Your goal – Search the material below for lines containing the string "display", and copy every one you find.

Provided records –
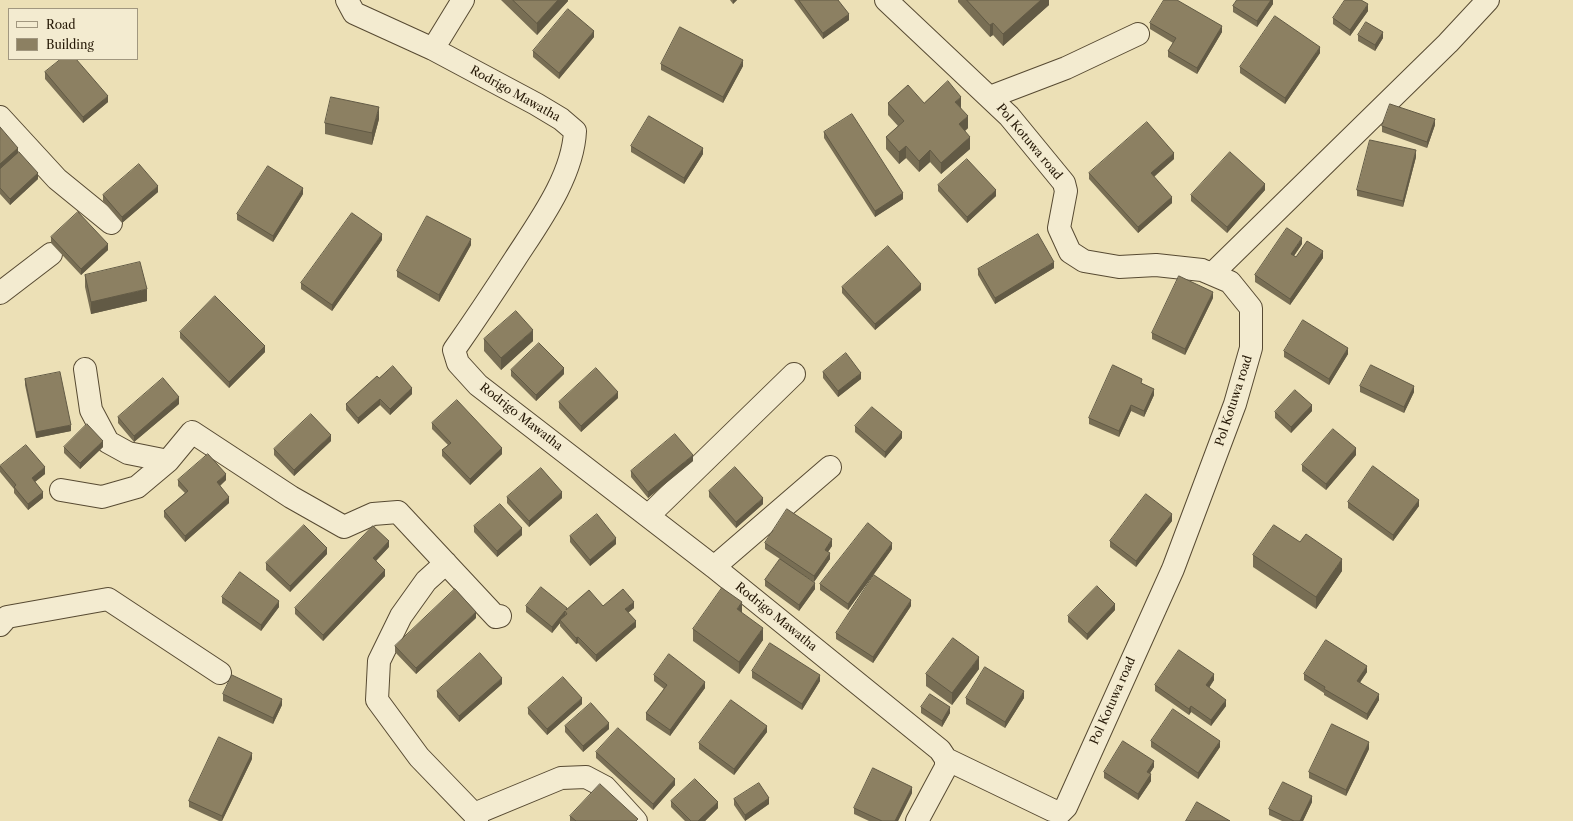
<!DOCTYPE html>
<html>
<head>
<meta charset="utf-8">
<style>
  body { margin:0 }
  #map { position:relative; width:1573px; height:821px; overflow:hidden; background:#ece0b6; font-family:"Libre Caslon Text",serif }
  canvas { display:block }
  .legend { position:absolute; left:8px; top:8px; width:130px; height:52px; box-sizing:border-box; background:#f3ebd0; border:1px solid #a1977f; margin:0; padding:5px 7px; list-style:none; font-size:12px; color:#251806 }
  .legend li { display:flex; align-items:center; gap:8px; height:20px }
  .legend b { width:20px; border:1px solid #a1977f }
</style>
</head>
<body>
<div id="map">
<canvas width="1573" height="821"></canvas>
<ul class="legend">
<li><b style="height:5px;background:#f3ebd0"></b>Road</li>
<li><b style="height:11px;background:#8c8062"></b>Building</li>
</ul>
</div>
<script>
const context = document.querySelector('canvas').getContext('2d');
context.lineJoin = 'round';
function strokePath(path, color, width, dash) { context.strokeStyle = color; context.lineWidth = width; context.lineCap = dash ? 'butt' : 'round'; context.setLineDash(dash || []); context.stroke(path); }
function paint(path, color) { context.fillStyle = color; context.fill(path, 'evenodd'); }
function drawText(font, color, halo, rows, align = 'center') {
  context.font = font + ' "Libre Caslon Text",serif'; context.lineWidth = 3; context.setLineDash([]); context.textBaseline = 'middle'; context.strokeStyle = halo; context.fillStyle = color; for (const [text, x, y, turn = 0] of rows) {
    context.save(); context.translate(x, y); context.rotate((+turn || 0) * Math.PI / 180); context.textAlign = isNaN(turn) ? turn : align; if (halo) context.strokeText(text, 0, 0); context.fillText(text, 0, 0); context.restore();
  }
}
const minor = new Path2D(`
  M347 0 354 13 433 49 536 104 561 119 575 131C573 176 539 222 515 259 495 290 475 320 454 350L458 363 478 385 714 567 940 750 946 759V767L917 821
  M886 0 1009 116 1064 183 1066 191 1059 228 1070 252 1084 261 1119 267 1156 265 1202 270 1230 282 1251 308V348L1235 404 1173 569 1066 807 1061 812 1052 810 946 759
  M433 49 463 0
  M990 97 1066 68 1138 34
  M0 117 57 179 111 223
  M1212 274 1448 43 1488 0
  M0 293 51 254
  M85 369 91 410 108 442 128 453 168 461
  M61 490 102 497 137 487 168 461 192 432 291 497 344 527 373 514 398 512 496 617 500 616
  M648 516 794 374
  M446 563 426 581 401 616 379 661 377 700 419 757 474 814 477 821
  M714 567 830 467
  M0 625 7 617 108 599 220 673
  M474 814 561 778 586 777 605 787 636 821`);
const wall = new Path2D(`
  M501 0H568V1L537 35Z
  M730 0H737L733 4Z
  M794 0H838L849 20 823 39Z
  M958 0H1049V5L1003 46 993 35 990 37 958 2Z
  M1237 0H1273V4L1257 27 1233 12V6Z
  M1368 11 1350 36 1333 24V18Z
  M1150 23 1222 32 1197 74 1168 57V51L1173 43 1150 29Z
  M1358 35 1383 38 1375 51 1358 41Z
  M594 37 559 79 533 57V51Z
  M1320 53 1285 104 1240 73V67Z
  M661 64 743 66 723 103 661 70Z
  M45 72 108 102 83 123 45 79Z
  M888 103H924L961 108 968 128 965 131 970 149 941 174 930 162 919 172 906 158 899 164 886 149V137L898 126 888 115Z
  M379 119 372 145 325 134V123Z
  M1435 125 1427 148 1382 132V126Z
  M0 127 38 179 10 205 0 194Z
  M824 132 903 199 875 217 824 138Z
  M631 146 703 154 684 184 631 152Z
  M1416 157 1403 207 1357 196V190Z
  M1174 159 1154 177 1172 203 1138 233 1089 179V173Z
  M938 185 996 196 967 223 938 191Z
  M1265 190 1227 233 1191 201V195Z
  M158 192 122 223 103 201V195Z
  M303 194 273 242 237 220V214Z
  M51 237 108 250 81 275 51 243Z
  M382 240 332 311 301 289V283Z
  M1302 244 1294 256 1296 257 1323 258 1290 305 1255 282V275Z
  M471 245 439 302 397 277V271Z
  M1054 268 995 304 978 275V269Z
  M85 275 147 301 91 314 85 287Z
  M842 287 921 290 875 330 842 293Z
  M1213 298 1185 355 1152 339V333Z
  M180 332 265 352 229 388 180 338Z
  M484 339 533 341 501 370 484 351Z
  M1284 351 1348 354 1329 385 1284 357Z
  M511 370 564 374 536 401 511 376Z
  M823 372 861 379 838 397 823 378Z
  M379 378 412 394 390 415 380 405 358 424 346 410V404Z
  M25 379 71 431 36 438 25 385Z
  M1142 383 1154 395 1144 417 1131 411 1119 437 1089 424V418Z
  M1360 386 1414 392 1404 413 1360 392Z
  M618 398 581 432 559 408V402Z
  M179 404 134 442 118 423V417Z
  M1312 411 1291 433 1275 418V412Z
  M432 423 502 454 470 485 442 456V450L448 445 432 429Z
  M855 426 902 438 885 458 855 432Z
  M331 441 294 476 274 455V449Z
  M64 447H103L80 469 64 453Z
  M1356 455 1326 490 1302 471V465Z
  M693 461 648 498 631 477V471Z
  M0 466 45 474 35 482 43 498 28 510 14 493V489L0 472Z
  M178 480H226L220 486 229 503 185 542 164 517V511L185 493 178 486Z
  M709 491 763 504 736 528 709 497Z
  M507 497 562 498 529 527 507 503Z
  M1348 502 1419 506 1393 541 1348 508Z
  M1172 521 1136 567 1110 547V541Z
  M474 526 522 535 497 557 474 532Z
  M570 536 616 544 590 566 570 542Z
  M765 543 832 546 828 552 830 559 814 582 800 573 815 589 799 611 765 586V580L780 559 765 549Z
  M389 547 376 561 385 576 323 641 295 614V608Z
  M892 549 848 610 820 590V584Z
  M327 554 290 592 266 570V563Z
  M1253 555 1342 571 1316 609 1253 567Z
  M222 597 279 607 261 631 222 603Z
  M526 606 567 609 603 606 634 608 628 613 636 627 596 662 578 643 576 644 560 626V623L552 633 526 612Z
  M911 606 873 663 836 639V633Z
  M1115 610 1087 640 1068 622V616Z
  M742 613 763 640 739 674 693 641V629Z
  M476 618 416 674 395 652V646Z
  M979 669 952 705 926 686V674Z
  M752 671 820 681 802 710 752 678Z
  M1367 672 1360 682 1379 700 1367 720 1324 695V693L1304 680V674Z
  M654 675 705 688 670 736 646 720V713L664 689 654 681Z
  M1214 680 1209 688 1226 706 1211 726 1191 712 1189 715 1155 691V685Z
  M502 684 459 722 437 697V691Z
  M223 694 282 705 273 724 223 701Z
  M966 698H1024L1005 728 966 704Z
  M582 704 547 735 528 714V708Z
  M921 707 950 713 942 727 921 713Z
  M565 726 609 729 583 752 565 732Z
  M767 732 734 775 699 749V743Z
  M1151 741 1220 747 1198 779 1151 747Z
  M1369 749 1346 796 1309 778V772Z
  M596 752 675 785 653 810 596 758Z
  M252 759 222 821H219L189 807V801Z
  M1154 767 1149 774 1151 781 1138 800 1104 778V772Z
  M912 793 898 821H869L854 814V808Z
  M734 799 769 804 745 821 734 805Z
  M671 801 718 808 705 821H685L671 807Z
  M1312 802 1303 821H1282L1269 815V809Z
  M570 816 638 821H570Z`);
const shadedWall = new Path2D(`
  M558 0H568V1L537 35V23Z
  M733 0H737L733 4Z
  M1041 0H1049V5L1003 46V34Z
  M1271 0H1273V4L1257 27V21Z
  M1368 4V11L1350 36V30Z
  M849 14V20L823 39V33Z
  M993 23V35L990 37V25Z
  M1222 26V32L1197 74V68Z
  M594 31V37L559 79V73Z
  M1383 32V38L1375 51V45Z
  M1320 47V53L1285 104V98Z
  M743 60V66L723 103V97Z
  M108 96V102L83 123V117Z
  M961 97V109L955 102Z
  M379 107V119L372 145V133Z
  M968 116V128L959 136V124Z
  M1435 119V125L1427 148V142Z
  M970 137V149L941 174V163Z
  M906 146V158L899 164V152Z
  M18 148V154L0 170V164Z
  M703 148V154L684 184V178Z
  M930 150V162L919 172V161Z
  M1416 150V157L1403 207V201Z
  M1174 153V159L1151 179V173Z
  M38 173V179L10 205V199Z
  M1265 184V190L1227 233V227Z
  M158 186V192L122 223V217Z
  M303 188V194L273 242V236Z
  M996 190V196L967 223V217Z
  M903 193V199L875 217V211Z
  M1172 197V203L1138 233V227Z
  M382 234V240L332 311V305Z
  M1302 238V244L1291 260V254Z
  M471 239V245L439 302V295Z
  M108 244V250L81 275V269Z
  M1323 251V258L1290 305V299Z
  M1054 262V268L995 304V298Z
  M921 284V290L875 330V324Z
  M147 289V301L91 314V302Z
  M1213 292V298L1185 355V349Z
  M533 330V341L501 370V358Z
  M265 346V352L229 388V382Z
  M1348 348V354L1329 385V379Z
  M564 368V374L536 401V395Z
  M861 373V379L838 397V391Z
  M1414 386V392L1404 413V407Z
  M412 388V394L390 415V409Z
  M1154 389V395L1144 417V411Z
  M618 392V398L581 432V426Z
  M179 397V404L134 442V436Z
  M380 399V405L358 424V418Z
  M1131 405V411L1119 437V431Z
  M1312 405V411L1291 433V427Z
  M71 425V431L36 438V432Z
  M902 432V438L885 458V452Z
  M331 435V441L294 476V470Z
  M103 441V447L80 469V463Z
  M502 448V454L470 485V479Z
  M1356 448V455L1326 490V484Z
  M693 455V461L648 498V492Z
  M45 467V474L32 484V478Z
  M226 474V480L217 488V482Z
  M43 492V498L28 510V504Z
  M562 492V498L529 527V521Z
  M229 497V503L185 542V536Z
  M763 498V504L736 528V522Z
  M1419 500V506L1393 541V535Z
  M1172 514V521L1136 567V561Z
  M522 528V535L497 557V551Z
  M616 538V544L590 566V560Z
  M832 539V546L825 556V550Z
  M389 541V547L373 564V558Z
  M892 543V549L848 610V604Z
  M327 548V554L290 592V586Z
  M830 553V559L814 582V576Z
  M1342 559V571L1316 609V597Z
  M385 570V576L323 641V635Z
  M815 583V589L799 611V605Z
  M911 600V606L873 663V657Z
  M279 601V607L261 631V625Z
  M634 602V608L625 615V609Z
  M742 602V614L737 609Z
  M1115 604V610L1087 640V634Z
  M565 611V617L560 620V623L552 633V627Z
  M476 612V618L416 674V668Z
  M636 621V627L596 662V655Z
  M763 628V640L739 674V662Z
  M578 637V643L576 644V638Z
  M979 657V669L952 705V693Z
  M1367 666V672L1357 687V681Z
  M1214 674V680L1206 692V685Z
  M820 675V681L802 710V704Z
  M502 678V684L459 722V716Z
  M705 682V688L670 736V730Z
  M1024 691V698L1005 728V722Z
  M1379 694V700L1367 720V714Z
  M582 698V704L547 735V729Z
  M282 699V705L273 724V718Z
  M1226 700V706L1211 726V720Z
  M1191 706V712L1189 715V709Z
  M950 707V713L942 727V721Z
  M609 723V729L583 752V746Z
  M767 726V732L734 775V769Z
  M1220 741V747L1198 779V773Z
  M1369 742V749L1346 796V790Z
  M252 753V759L222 821V816Z
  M1154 761V767L1147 778V772Z
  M1151 774V781L1138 800V794Z
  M675 779V785L653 810V804Z
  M912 787V793L898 821H895Z
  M1312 796V802L1303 821H1300Z
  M769 798V804L745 821V815Z
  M718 802V808L705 821H698Z`);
const building = new Path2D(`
  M513 0H558L537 23Z
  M799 0H838L849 14 823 33Z
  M967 0H1041L1003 34 993 23 990 25Z
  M1164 0H1177L1222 26 1197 68 1168 51 1176 38 1150 23Z
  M1237 0H1271L1257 21 1233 6Z
  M1345 0H1361L1368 4 1350 30 1333 18Z
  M568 9 594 31 559 73 533 51Z
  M1275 16 1320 47 1285 98 1240 67Z
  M1366 22 1383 32 1375 45 1358 35Z
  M680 27 743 60 723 97 661 64Z
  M61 59H76L108 96 83 117 45 72Z
  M948 81 961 97 955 102 968 116 959 124 970 137 941 163 930 150 919 161 906 146 899 152 886 137 904 121 888 103 908 85 924 103Z
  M331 97 379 107 372 133 325 123Z
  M1390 104 1435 119 1427 142 1382 126Z
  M852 114 903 193 875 211 824 132Z
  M649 116 703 148 684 178 631 146Z
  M1147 122 1174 153 1151 173 1172 197 1138 227 1089 173Z
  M0 127 18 148 0 164Z
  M1370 140 1416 150 1403 201 1357 190Z
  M19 152 38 173 10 199 0 188V169Z
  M1230 152 1265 184 1227 227 1191 195Z
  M967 159 996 190 967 217 938 185Z
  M139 164 158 186 122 217 103 195Z
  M268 166 303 188 273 236 237 214Z
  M78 212 108 244 81 269 51 237Z
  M352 213 382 234 332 305 301 283Z
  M427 216 471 239 439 295 397 271Z
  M1287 228 1302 238 1291 254 1296 257 1307 241 1323 251 1290 299 1255 275Z
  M1038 234 1054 262 995 298 978 269Z
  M888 246 921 284 875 324 842 287Z
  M140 262 147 289 91 302 85 275Z
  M1179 276 1213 292 1185 349 1152 333Z
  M215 296 265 346 229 382 180 332Z
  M516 311 533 330 501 358 484 339Z
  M1303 320 1348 348 1329 379 1284 351Z
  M539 343 564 368 536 395 511 370Z
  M846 353 861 373 838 391 823 372Z
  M1113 365 1142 379 1141 383 1154 389 1144 411 1131 405 1119 431 1089 418Z
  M1371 365 1414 386 1404 407 1360 386Z
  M393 366 412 388 390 409 380 399 358 418 346 404 377 376 379 378Z
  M596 368 618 392 581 426 559 402Z
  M60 372 71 425 36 432 25 379Z
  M163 378 179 397 134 436 118 417Z
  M1295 390 1312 405 1291 427 1275 412Z
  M457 400 502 448 470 479 442 450 451 443 432 423Z
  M872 407 902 432 885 452 855 426Z
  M311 414 331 435 294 470 274 449Z
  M87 424 103 441 80 463 64 447Z
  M1333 429 1356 448 1326 484 1302 465Z
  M675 434 693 455 648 492 631 471Z
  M26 445 45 467 32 478 43 492 28 504 14 487 16 485 0 466Z
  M208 454 226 474 217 482 229 497 185 536 164 511 188 491 178 480Z
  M1373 466 1419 500 1393 535 1348 502Z
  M735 467 763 498 736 522 709 491Z
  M541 468 562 492 529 521 507 497Z
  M1146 494 1172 514 1136 561 1110 541Z
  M500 504 522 528 497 551 474 526Z
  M787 509 832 539 825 550 830 553 814 576 765 543Z
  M597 514 616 538 590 560 570 536Z
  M868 523 892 543 848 604 820 584Z
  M304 525 327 548 290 586 266 563Z
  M1274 525 1300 542 1306 534 1342 559 1316 597 1253 555Z
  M373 526 389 541 373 558 385 570 323 635 295 608Z
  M780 559 815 583 799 605 765 580Z
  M240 572 279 601 261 625 222 597Z
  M874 575 911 600 873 657 836 633Z
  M1097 586 1115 604 1087 634 1068 616Z
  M541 587 567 608 566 610 589 590 603 606 623 589 634 602 625 609 636 621 596 655 578 637 576 638 560 620 567 614 565 611 552 627 526 606Z
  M722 588 742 602 737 609 763 628 739 662 693 629Z
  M455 589 476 612 416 668 395 646Z
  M953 638 979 657 952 693 926 674Z
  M1326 640 1367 666 1357 681 1379 694 1367 714 1324 689 1325 687 1304 674Z
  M770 643 820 675 802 704 752 671Z
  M1179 650 1214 674 1206 685 1226 700 1211 720 1191 706 1189 709 1155 685Z
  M480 653 502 678 459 716 437 691Z
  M669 654 705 682 670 730 646 713 667 685 654 675Z
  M985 667 1024 691 1005 722 966 698Z
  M232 675 282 699 273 718 223 694Z
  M563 677 582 698 547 729 528 708Z
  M930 694 950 707 942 721 921 707Z
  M731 700 767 726 734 769 699 743Z
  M591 703 609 723 583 746 565 726Z
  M1173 709 1220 741 1198 773 1151 741Z
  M1332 724 1369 742 1346 790 1309 772Z
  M618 728 675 779 653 804 596 752Z
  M219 737 252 753 222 816 189 801Z
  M1123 741 1154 761 1147 772 1151 774 1138 794 1104 772Z
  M873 768 912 787 895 821H882L854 808Z
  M695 779 718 802 698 821H691L671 801Z
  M1283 782 1312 796 1300 821H1294L1269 809Z
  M759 783 769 798 745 815 734 799Z
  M600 784 638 819 636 821H576L570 816Z
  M1197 802 1230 821H1186Z`);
const streetNames = [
  ["Rodrigo Mawatha",515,94,29],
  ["Pol Kotuwa road",1029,142,50],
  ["Pol Kotuwa road",1234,401,-72],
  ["Rodrigo Mawatha",521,417,38],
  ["Rodrigo Mawatha",776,617,39],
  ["Pol Kotuwa road",1113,701,-66]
];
strokePath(minor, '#574a32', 24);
strokePath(minor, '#f3ebd0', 22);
paint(wall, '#786e54');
paint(shadedWall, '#625a45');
paint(building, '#8c8062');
strokePath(building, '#625a45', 1);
drawText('12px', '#251806', '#f3ebd0', streetNames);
</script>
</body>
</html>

Solution to this problem –
  canvas { display:block }
  .legend li { display:flex; align-items:center; gap:8px; height:20px }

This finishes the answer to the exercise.